DIRECTIONS :: Every record below must be returned word for word, with the pictures left out.

*** RECORDS FOR THE EXERCISE Section Begins ***

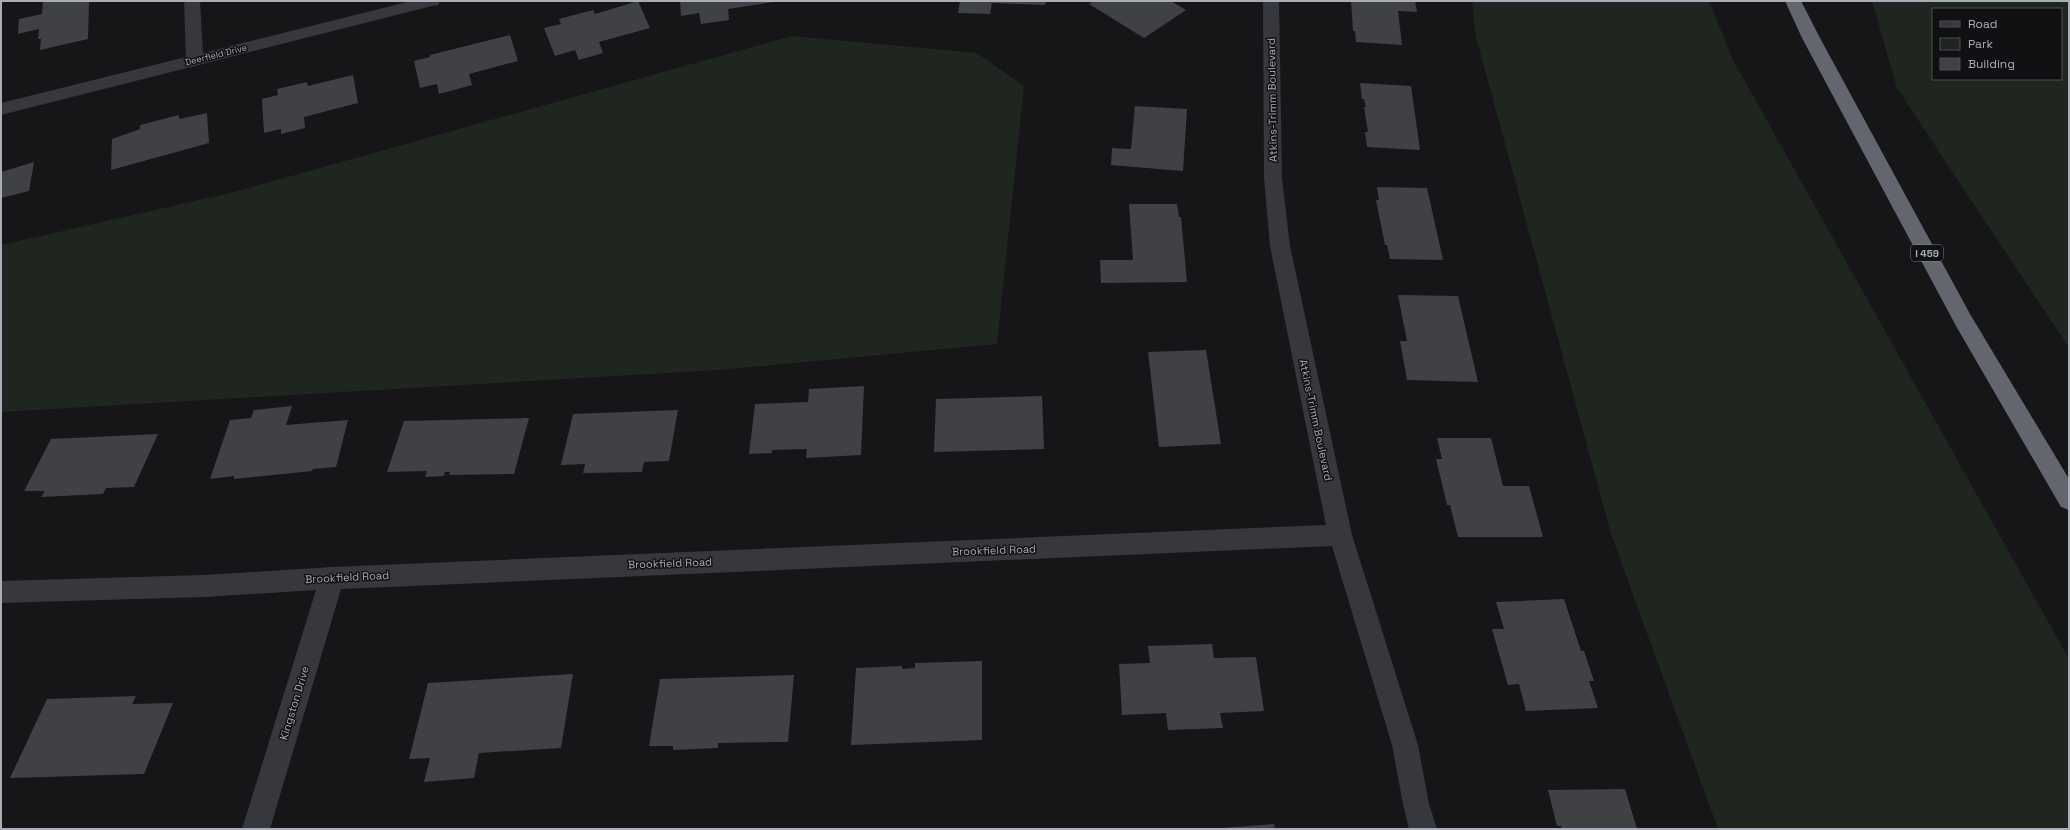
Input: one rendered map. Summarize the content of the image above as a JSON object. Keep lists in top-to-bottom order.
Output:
{
  "streets": {
    "highway": ["I 459"],
    "street": [
      "Deerfield Drive",
      "Atkins-Trimm Boulevard",
      "Brookfield Road",
      "Kingston Drive"
    ]
  },
  "crossings": [
    ["Atkins-Trimm Boulevard", "Brookfield Road"],
    ["Brookfield Road", "Kingston Drive"]
  ],
  "legend": ["Road", "Park", "Building"]
}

*** RECORDS FOR THE EXERCISE Section Ends ***

RESULT OF THE TASK ::
Input: one rendered map. Summarize the content of the image above as a JSON object. Keep lists in top-to-bottom order.
Output:
{
  "streets": {
    "highway": ["I 459"],
    "street": [
      "Deerfield Drive",
      "Atkins-Trimm Boulevard",
      "Brookfield Road",
      "Kingston Drive"
    ]
  },
  "crossings": [
    ["Atkins-Trimm Boulevard", "Brookfield Road"],
    ["Brookfield Road", "Kingston Drive"]
  ],
  "legend": ["Road", "Park", "Building"]
}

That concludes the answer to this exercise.